I keep buying Venus flytraps, and they keep dying.
Quick summary of “how to grow ‘em” principles:
* Grow them in sphagnum moss;
* Give them the brightest light possible;
* Use bottled or pure water;
* Provide even moisture; don’t let them dry out;
* Don’t fertilize them;
* Remember they go dormant in winter; and
* Stop poking them! The thigmotropic response in each leaf occurs only a few times.
Citrus tree in my lawn seems to be growing OK, but the leaves are always yellow.
Leaf samples showed classic iron chlorosis, sometimes called interveinal chlorosis. But other leaves were just generally yellow, indicating a lack of nitrogen.
Citrus trees, like other fruit trees, are best watered as in an orchard, not like a lawn. Shallow, frequent watering leads to loss of nitrogen from the soil, and our hard water makes micronutrients such as iron less available. Deficiencies that cause yellow leaves are common, so you have to fertilize more often. And there is a risk of Phytophthora crown rot (see above). Water deeply every couple of weeks to allow the surface to dry between waterings.
What are those weird things on oak leaves? And those little hopping things under oak trees?
Those are galls, caused by tiny (non-stinging) wasps. While they occur on many different plants, the majority of species that make galls occur on oaks.
The life cycle in general is as follows: The female deposits (oviposits) her egg in the leaf or stem. The larvae hatch and begin to feed. The plant responds by growing cells very rapidly, a tumor-like proliferation that surrounds the larvae.

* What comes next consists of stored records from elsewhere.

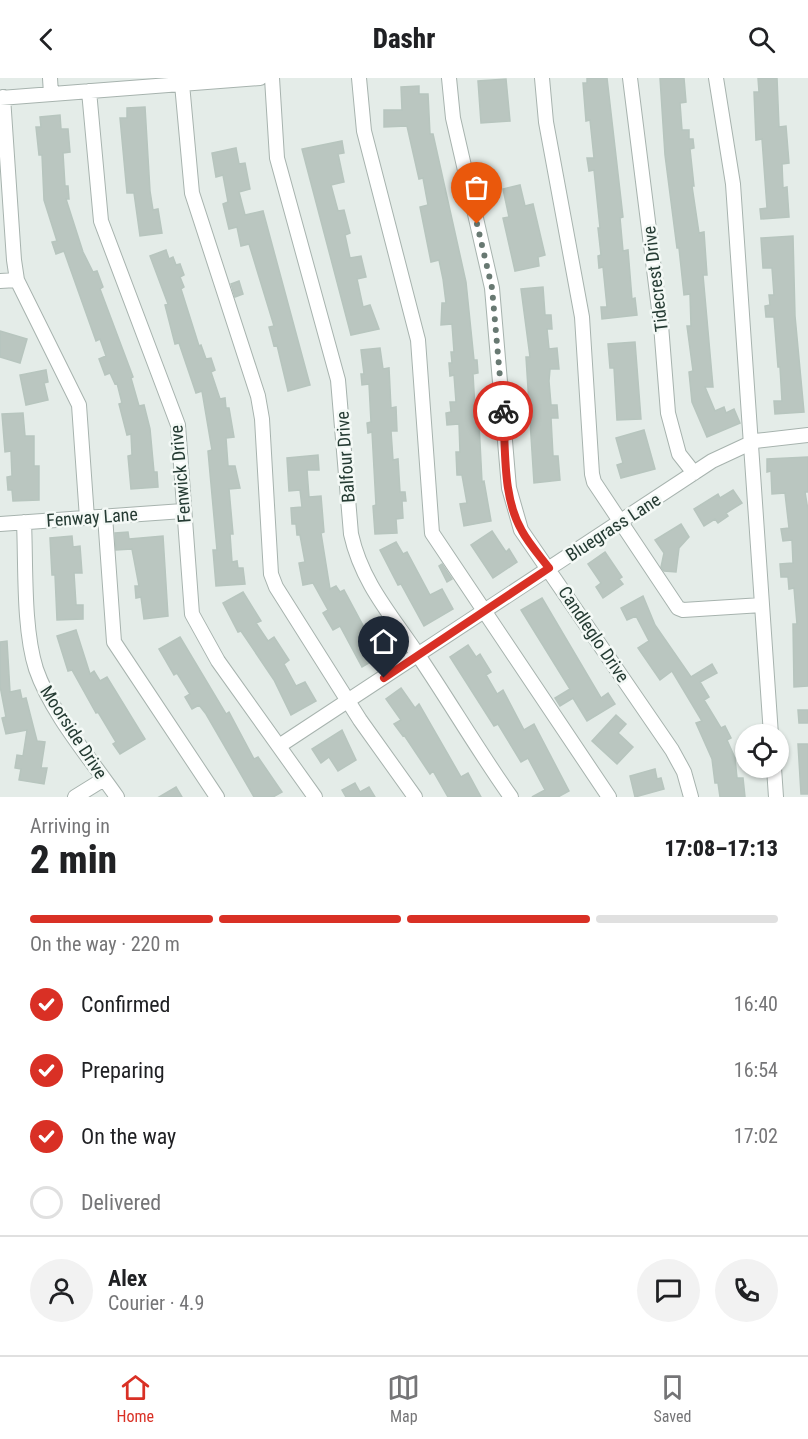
<!DOCTYPE html>
<meta charset="utf-8">
<style>
:root{--surface:#fff;--page:#f2f2f2;--text:#202124;--muted:#757577;--line:#e0e0e0;--accent:#d93025}
body{margin:0;font-family:"Roboto Condensed",sans-serif;background:var(--page);color:var(--text);height:100vh;display:flex;flex-direction:column;font-size:22px;white-space:nowrap}
*{box-sizing:border-box;margin:0}
p{font-size:20px;color:var(--muted)}
.icon{flex:none;width:33px;height:33px;fill:none;stroke:currentColor;stroke-width:2;stroke-linecap:round;stroke-linejoin:round}
.map{position:relative;height:719px;overflow:hidden}
.details{display:flex;flex-direction:column;background:var(--surface);flex:1}
.details>*{flex:none}
.buttons{position:absolute;left:735px;top:646px;display:grid;gap:12px}
.buttons a{display:grid;place-items:center;width:54px;height:54px;border-radius:50%;background:var(--surface);box-shadow:0 2px 4px #0004;font-size:30px}
.pin{position:absolute;display:grid;place-items:center;width:51px;height:51px;color:#fff;margin:-62px -26px;border-radius:50% 50% 50% 0;rotate:-45deg;box-shadow:0 0 6px #0007}
.pin .icon{rotate:45deg}
.courier{position:absolute;display:grid;place-items:center;width:60px;height:60px;margin:-30px;border:4px solid #d93025;border-radius:50%;background:#fff;color:#222;box-shadow:0 2px 8px #0007}
.overview em{font-style:normal;font-weight:800}
.overview div{display:flex;flex-direction:column-reverse}
.overview{display:flex;align-items:center;justify-content:space-between;height:102px;padding:0 30px}
h1{font-size:39px;font-weight:800;line-height:45px}
.bar{display:grid;grid-template-columns:repeat(4,1fr);gap:9px 6px;align-content:center;height:72px;padding:0 30px}
.bar i{height:8px;border-radius:4px;background:var(--line)}
.bar .active{background:var(--accent)}
.bar p{grid-column:span 4}
.line{display:flex;align-items:center;gap:15px;padding:0 30px;border-top:2px solid var(--line)}
.line div{flex:1}
.round{display:grid;place-items:center;flex:none;width:63px;height:63px;border-radius:32px;background:var(--page)}
ol{padding:0 30px;list-style:none}
li{display:flex;align-items:center;gap:18px;height:66px}
li p{margin-inline-start:auto}
li .icon{padding:6px;border-radius:50%;background:var(--accent);color:#fff;stroke-width:4}
li:last-child{color:var(--muted)}
li i{width:33px;height:33px;border:3px solid var(--line);border-radius:50%}
header{display:flex;justify-content:space-between;align-items:center;height:78px;padding:0 30px;background:var(--surface);font-size:27px;font-weight:800}
.dock{display:flex;justify-content:space-around;align-items:center;height:84px;border-top:2px solid var(--line);background:var(--surface);font-size:16px;color:var(--muted)}
.dock a{display:grid;justify-items:center;gap:3px}
.dock .active{color:var(--accent)}
.map>svg:first-child{display:block}
.building{fill:#bac6c0;stroke:#b7c5be;stroke-width:1.5}
.lines{fill:none;stroke-linecap:round;stroke-linejoin:round}
.minor-casing{stroke:#a7b3ae;stroke-width:16}
.minor{stroke:#fff;stroke-width:14}
.done{stroke:#687972;stroke-width:6;stroke-dasharray:0 10.8}
.route{stroke:#d93025;stroke-width:8}
.labels{text-anchor:middle;dominant-baseline:central;stroke-width:5;stroke-linejoin:round;paint-order:stroke}
.street-label{font-size:18px;fill:#253b33;stroke:#f4f9f6}
</style>
<header><svg class="icon" aria-label="back" viewBox="0 0 24 24"><path d="M15 5l-7 7 7 7"/></svg>Dashr<svg class="icon" aria-label="search" viewBox="0 0 24 24"><circle cx="10" cy="10" r="6"/><path d="M15 15l6 6"/></svg></header>
<div class="map">
<svg width="808" height="719" viewBox="0 0 808 719">
<rect width="100%" height="100%" fill="#e4ece8"/>
<!-- building -->
<path class="building" d="M 587,0 L 607,0 L 623,139 L 620,140 L 623,173 L 628,172 L 632,221 L 635,220 L 637,237 L 602,241 L 601,229 L 607,229 L 603,189 L 599,190 L 598,178 L 601,177 L 598,150 L 600,150 L 594,92 L 589,93 L 587,80 L 594,80 L 590,42 L 586,43 L 583,5 L 587,5 Z
M 660,0 L 684,0 L 686,24 L 680,25 L 682,52 L 689,52 L 689,61 L 693,61 L 694,70 L 690,71 L 694,108 L 692,108 L 699,155 L 704,154 L 707,197 L 703,197 L 713,309 L 705,309 L 715,333 L 724,329 L 726,335 L 734,331 L 740,345 L 707,359 L 692,324 L 689,294 L 693,293 L 687,248 L 691,248 L 690,216 L 684,217 L 679,170 L 677,170 L 665,77 Z
M 758,0 L 777,0 L 779,49 L 786,48 L 789,85 L 782,86 L 783,110 L 787,109 L 789,139 L 761,141 L 760,131 L 767,130 L 762,61 L 756,62 L 754,14 L 759,14 Z
M 506,1 L 510,43 L 481,45 L 478,3 Z
M 419,8 L 419,16 L 428,16 L 430,56 L 433,56 L 466,204 L 474,282 L 477,282 L 478,295 L 473,296 L 475,331 L 481,330 L 482,344 L 479,345 L 482,404 L 484,403 L 491,443 L 464,448 L 460,426 L 467,425 L 462,397 L 457,397 L 456,374 L 460,374 L 459,346 L 447,347 L 446,335 L 451,334 L 450,324 L 456,324 L 454,297 L 450,298 L 449,285 L 452,285 L 451,274 L 454,274 L 452,246 L 441,247 L 442,225 L 446,225 L 443,201 L 439,182 L 431,184 L 420,129 L 428,127 L 423,100 L 419,101 L 407,48 L 384,49 L 384,32 L 402,32 L 401,9 Z
M 145,29 L 150,113 L 153,132 L 158,131 L 162,155 L 140,158 L 134,115 L 127,115 L 120,40 L 127,40 L 127,30 Z
M 60,37 L 61,51 L 68,51 L 70,74 L 63,75 L 65,108 L 68,108 L 69,121 L 66,121 L 83,174 L 93,194 L 97,193 L 103,209 L 100,211 L 133,299 L 131,300 L 139,328 L 144,327 L 150,351 L 154,394 L 157,394 L 158,409 L 131,411 L 128,378 L 132,377 L 131,356 L 127,357 L 119,326 L 122,325 L 117,305 L 115,306 L 110,295 L 105,297 L 99,281 L 106,278 L 100,261 L 96,263 L 64,173 L 56,176 L 52,164 L 57,163 L 44,122 L 42,77 L 39,77 L 36,49 L 41,49 L 40,39 Z
M 342,63 L 344,75 L 338,76 L 344,104 L 331,107 L 338,133 L 344,132 L 350,155 L 345,157 L 350,180 L 361,178 L 366,199 L 357,201 L 363,229 L 370,227 L 379,251 L 351,257 L 302,71 Z
M 236,70 L 239,86 L 245,85 L 250,111 L 239,114 L 245,137 L 263,133 L 310,307 L 288,313 L 277,267 L 274,268 L 269,249 L 274,248 L 249,166 L 241,168 L 237,149 L 229,151 L 223,126 L 228,124 L 223,97 L 216,99 L 212,75 Z
M 520,107 L 525,128 L 533,126 L 545,177 L 538,179 L 539,188 L 515,193 L 503,140 L 509,139 L 503,111 Z
M 793,158 L 795,238 L 804,334 L 775,336 L 774,323 L 782,323 L 780,289 L 778,289 L 774,239 L 766,239 L 765,228 L 770,227 L 769,217 L 774,217 L 772,190 L 763,190 L 761,160 Z
M 166,172 L 169,181 L 173,179 L 176,187 L 180,186 L 184,197 L 180,199 L 184,209 L 181,211 L 199,268 L 201,267 L 206,281 L 211,280 L 215,292 L 211,294 L 220,321 L 225,320 L 226,330 L 229,330 L 234,359 L 226,360 L 228,388 L 235,388 L 240,410 L 229,411 L 233,456 L 230,456 L 232,484 L 237,483 L 238,490 L 243,490 L 245,506 L 216,508 L 213,472 L 217,472 L 208,373 L 212,372 L 202,313 L 196,315 L 179,265 L 175,266 L 165,227 L 168,226 L 150,178 Z
M 239,203 L 243,216 L 235,219 L 231,206 Z
M 543,209 L 545,237 L 551,237 L 552,251 L 547,251 L 549,271 L 557,270 L 559,291 L 550,291 L 549,303 L 551,327 L 557,327 L 558,340 L 551,340 L 553,378 L 558,378 L 560,402 L 534,405 L 526,279 L 530,279 L 521,211 Z
M 0,253 L 27,261 L 20,285 L 0,279 Z
M 635,264 L 641,341 L 617,342 L 614,290 L 610,290 L 608,266 Z
M 380,270 L 383,291 L 389,290 L 391,330 L 396,329 L 397,353 L 391,353 L 393,382 L 398,381 L 400,414 L 405,414 L 406,423 L 402,423 L 403,440 L 396,441 L 397,455 L 375,456 L 373,428 L 376,427 L 372,354 L 368,355 L 367,345 L 371,344 L 369,306 L 362,307 L 361,296 L 364,296 L 361,272 Z
M 46,292 L 48,304 L 44,305 L 48,322 L 26,327 L 20,297 Z
M 23,335 L 25,358 L 34,358 L 34,388 L 39,388 L 39,422 L 13,423 L 12,412 L 8,412 L 7,399 L 12,398 L 11,373 L 5,374 L 2,336 Z
M 644,352 L 655,391 L 621,400 L 617,387 L 623,385 L 616,360 Z
M 318,377 L 319,392 L 307,392 L 309,419 L 321,418 L 324,454 L 321,455 L 330,511 L 336,508 L 340,514 L 344,512 L 365,551 L 368,549 L 381,578 L 362,589 L 340,548 L 333,552 L 323,535 L 328,532 L 313,505 L 303,507 L 299,485 L 305,484 L 300,457 L 297,457 L 296,446 L 292,446 L 291,430 L 302,429 L 300,412 L 289,413 L 287,380 Z
M 808,379 L 808,414 L 805,414 L 808,432 L 808,608 L 794,609 L 793,546 L 797,546 L 794,510 L 789,511 L 788,499 L 781,499 L 780,486 L 793,485 L 792,462 L 783,463 L 781,451 L 789,450 L 785,415 L 772,416 L 771,393 L 767,394 L 767,381 Z
M 733,412 L 742,425 L 726,435 L 728,438 L 718,445 L 715,441 L 704,448 L 694,431 L 718,416 L 720,420 Z
M 681,446 L 689,459 L 679,470 L 676,494 L 664,493 L 661,489 L 664,475 L 655,462 Z
M 492,453 L 506,474 L 509,471 L 517,484 L 493,500 L 471,467 Z
M 128,454 L 129,461 L 163,458 L 168,538 L 144,541 L 141,519 L 136,520 L 135,508 L 139,508 L 132,471 L 116,472 L 115,455 Z
M 72,458 L 73,469 L 80,468 L 82,495 L 74,495 L 76,527 L 83,527 L 83,541 L 57,542 L 55,497 L 52,497 L 50,460 Z
M 396,464 L 403,476 L 407,474 L 430,517 L 442,511 L 453,531 L 424,548 L 401,506 L 398,507 L 380,472 Z
M 605,474 L 622,499 L 619,501 L 623,506 L 603,520 L 596,509 L 601,505 L 588,486 Z
M 442,486 L 452,501 L 447,504 L 439,488 Z
M 243,514 L 261,543 L 256,545 L 268,563 L 274,559 L 289,582 L 284,586 L 296,608 L 305,604 L 316,623 L 291,637 L 274,602 L 241,553 L 238,554 L 223,525 Z
M 643,518 L 655,547 L 691,599 L 712,586 L 717,595 L 700,604 L 709,619 L 704,622 L 721,650 L 725,648 L 731,660 L 727,662 L 735,680 L 737,700 L 743,700 L 745,719 L 720,719 L 718,705 L 715,705 L 712,681 L 696,645 L 702,643 L 672,593 L 660,602 L 638,570 L 649,563 L 636,538 L 627,542 L 621,530 Z
M 542,520 L 601,620 L 608,615 L 615,626 L 587,643 L 573,620 L 560,628 L 555,620 L 570,611 L 521,532 Z
M 76,552 L 90,596 L 94,593 L 100,603 L 107,599 L 145,661 L 120,676 L 113,666 L 116,664 L 98,634 L 96,635 L 72,592 L 68,593 L 57,558 Z
M 180,559 L 226,636 L 229,634 L 254,681 L 258,679 L 282,714 L 273,719 L 254,719 L 206,636 L 199,627 L 192,631 L 185,619 L 190,616 L 177,595 L 174,597 L 159,571 Z
M 7,563 L 10,614 L 20,612 L 22,621 L 26,620 L 37,663 L 45,664 L 41,690 L 47,690 L 44,706 L 19,702 L 21,691 L 15,690 L 17,677 L 23,678 L 27,652 L 6,656 L 2,640 L 6,639 L 0,608 L 0,564 Z
M 468,567 L 476,579 L 480,576 L 491,594 L 486,597 L 497,616 L 503,612 L 524,652 L 534,646 L 569,713 L 558,719 L 532,719 L 545,712 L 528,680 L 521,684 L 498,646 L 494,648 L 450,579 Z
M 401,610 L 415,630 L 419,626 L 461,699 L 468,695 L 481,719 L 448,719 L 433,693 L 430,696 L 404,657 L 403,658 L 394,646 L 401,642 L 386,621 Z
M 798,632 L 808,632 L 808,645 L 799,645 Z
M 616,637 L 626,646 L 618,655 L 633,669 L 617,686 L 592,663 Z
M 342,652 L 356,682 L 338,693 L 329,679 L 321,685 L 312,671 Z
M 798,666 L 808,666 L 808,716 L 801,716 Z
M 655,691 L 657,701 L 661,700 L 664,711 L 635,719 L 630,698 Z
M 355,705 L 360,714 L 369,709 L 375,719 L 346,719 L 342,712 Z
M 176,709 L 182,719 L 159,719 Z"/>
<g class="lines">
<!-- minor casing -->
<g class="minor-casing">
<path id="minor" d="M 50,0 L 51,16
M 272,0 L 277,80 L 338,302 L 351,456 C 362,506 393,539 420,580 C 451,626 479,674 511,719
M 359,0 L 364,53 L 418,262 L 432,455 L 609,719
M 449,0 L 453,40 L 492,210 L 509,410 L 521,452 L 672,672 L 684,694 L 691,719
M 542,0 L 546,44 L 582,239 L 592,396 L 594,404 L 678,530 L 683,532 L 762,527
M 630,0 L 661,247 L 668,335 L 679,376 L 694,395
M 716,0 L 733,106 L 771,657
M 182,6 L 192,115 L 258,318 L 262,341 L 271,496 L 276,509 L 360,642 L 415,719
M 89,13 L 101,143 L 178,347 L 192,536 L 218,583 L 315,719
M 3,19 L 14,182 L 17,202 L 79,327 L 87,440
M 0,20 L 260,0
M 0,203 L 17,202
M 105,438 L 114,564 L 217,719
M 24,444 C 26,488 23,550 36,591 C 51,635 90,680 117,719
M 0,446 L 183,433
M 279,668 L 712,383 L 755,363 L 808,357
M 774,690 L 776,719
M 75,719 L 104,701"/>
</g>
<!-- minor -->
<use href="#minor" class="minor"/>
</g>
<g class="lines">
<!-- done -->
<path class="done" d="M 477,146 L 492,210 L 503,333"/>
<!-- route -->
<path class="route" d="M 384,600 L 549,490 C 540,478 529,466 522,453 C 502,419 506,371 503,333"/>
</g>
<g class="labels">
<!-- street labels -->
<g class="street-label">
<text transform="translate(655 201) rotate(-97)">Tidecrest Drive</text>
<text transform="translate(345 379) rotate(-94)">Balfour Drive</text>
<text transform="translate(180 396) rotate(-95)">Fenwick Drive</text>
<text transform="translate(92 439) rotate(-4)">Fenway Lane</text>
<text transform="translate(613 449) rotate(-33)">Bluegrass Lane</text>
<text transform="translate(594 556) rotate(56)">Candleglo Drive</text>
<text transform="translate(74 654) rotate(57)">Moorside Drive</text>
</g>
</g>
</svg>
<div class="buttons">
<a><svg class="icon" aria-label="locate" viewBox="0 0 24 24"><circle cx="12" cy="12" r="6"/><path d="M12 2v4M12 18v4M2 12h4M18 12h4"/></svg></a>
</div>
<div class="pin" style="left:477px;top:146px;background:#ea580c"><svg class="icon" aria-label="bag" viewBox="0 0 24 24"><path d="M5 8h14l-1 12H6zM9 8a3 3 0 0 1 6 0"/></svg></div>
<div class="pin" style="left:384px;top:600px;background:#1f2937"><svg class="icon" aria-label="home" viewBox="0 0 24 24"><path d="M3 11l9-7 9 7M6 9v11h12V9"/></svg></div>
<div class="courier" style="left:503px;top:333px"><svg class="icon" aria-label="bike" viewBox="0 0 24 24"><circle cx="6" cy="16" r="4"/><circle cx="18" cy="16" r="4"/><path d="M6 16l4-8h5l3 8M10 8l3 8H6M13 5h3"/></svg></div>
</div>
<section class="details">
<div class="overview"><div><h1>2 min</h1><p>Arriving in</p></div><em>17:08–17:13</em></div>
<div class="bar"><i class="active"></i><i class="active"></i><i class="active"></i><i></i><p>On the way · 220 m</p></div>
<ol>
<li><svg class="icon" aria-label="check" viewBox="0 0 24 24"><path d="M5 12l5 5 9-10"/></svg>Confirmed<p>16:40</p></li>
<li><svg class="icon" aria-label="check" viewBox="0 0 24 24"><path d="M5 12l5 5 9-10"/></svg>Preparing<p>16:54</p></li>
<li><svg class="icon" aria-label="check" viewBox="0 0 24 24"><path d="M5 12l5 5 9-10"/></svg>On the way<p>17:02</p></li>
<li><i></i>Delivered</li>
</ol>
<div class="line" style="height:108px"><a class="round"><svg class="icon" aria-label="person" viewBox="0 0 24 24"><circle cx="12" cy="8" r="4"/><path d="M4 21q1-7 8-7t8 7"/></svg></a><div><b>Alex</b><p>Courier · 4.9</p></div><a class="round"><svg class="icon" aria-label="chat" viewBox="0 0 24 24"><path d="M4 5h16v11H9l-5 4z"/></svg></a><a class="round"><svg class="icon" aria-label="phone" viewBox="0 0 24 24"><path d="M5 4h4l2 5-3 2q2 4 5 5l2-3 5 2v4C11 20 4 13 5 4z"/></svg></a></div>
</section>
<nav class="dock">
<a class="active"><svg class="icon" aria-label="home" viewBox="0 0 24 24"><path d="M3 11l9-7 9 7M6 9v11h12V9"/></svg>Home</a>
<a><svg class="icon" aria-label="map" viewBox="0 0 24 24"><path d="M3 6l6-2 6 2 6-2v14l-6 2-6-2-6 2zM9 4v14M15 6v14"/></svg>Map</a>
<a><svg class="icon" aria-label="saved" viewBox="0 0 24 24"><path d="M7 4h10v16l-5-4-5 4z"/></svg>Saved</a>
</nav>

Possibly there are secretions in the mouthparts of the larvae that contain plant hormones, or some other chemical triggers the rapid cell growth. The leaf or stem tissue surrounds the larvae, which then develop inside the plant. After they pupate, the adult wasps emerge by chewing a hole in the gall.
Some galls form specific shapes in response to a pattern of feeding by the wasp larvae. Some galls attach securely to the leaf. Others fall off: The amazing jumping gall (unique to the Sacramento Valley) is a tiny gall that falls to the ground and “hops” while the larvae are still active.
It is not a symbiotic relationship. The tree gains nothing from the gall-forming wasp. There is some loss of chlorophyll at the site of some galls, but other than that the tree isn’t harmed or weakened.
A great reference site for information and pictures about this topic and other aspects of biology is run by Wayne P. Armstrong of Palomar College. Check it out at http://waynesword.palomar.edu/pljuly99.htm.
I was in a big store and saw some princess flower. What beautiful purple flowers! Do they do well here?
Caveat emptor? Or “forewarned is forearmed”? Tibouchina urvilleana is unlikely to survive our winters, even with protection.
A lot of tender plants are sold in chain stores in Northern California. Some might live here, some won’t. Most of those stores stock similar products throughout the state, regardless of regional climate differences. I strongly suggest reading the label carefully. Look for the minimum temperature. Then ask locally.
Not all subtropicals are equally tender. Examples: Lantana is killed back, often to the ground, but always resprouts. Bougainvilleas can survive a winter if planted in a warm microclimate, and usually will recover sufficiently each summer to give abundant growth and bloom. Chinese hibiscus rarely survives. And unfortunately, that is also the case with princess flower.
Want a purple flower? Try purple potato vine (Lycianthes rantonnetii).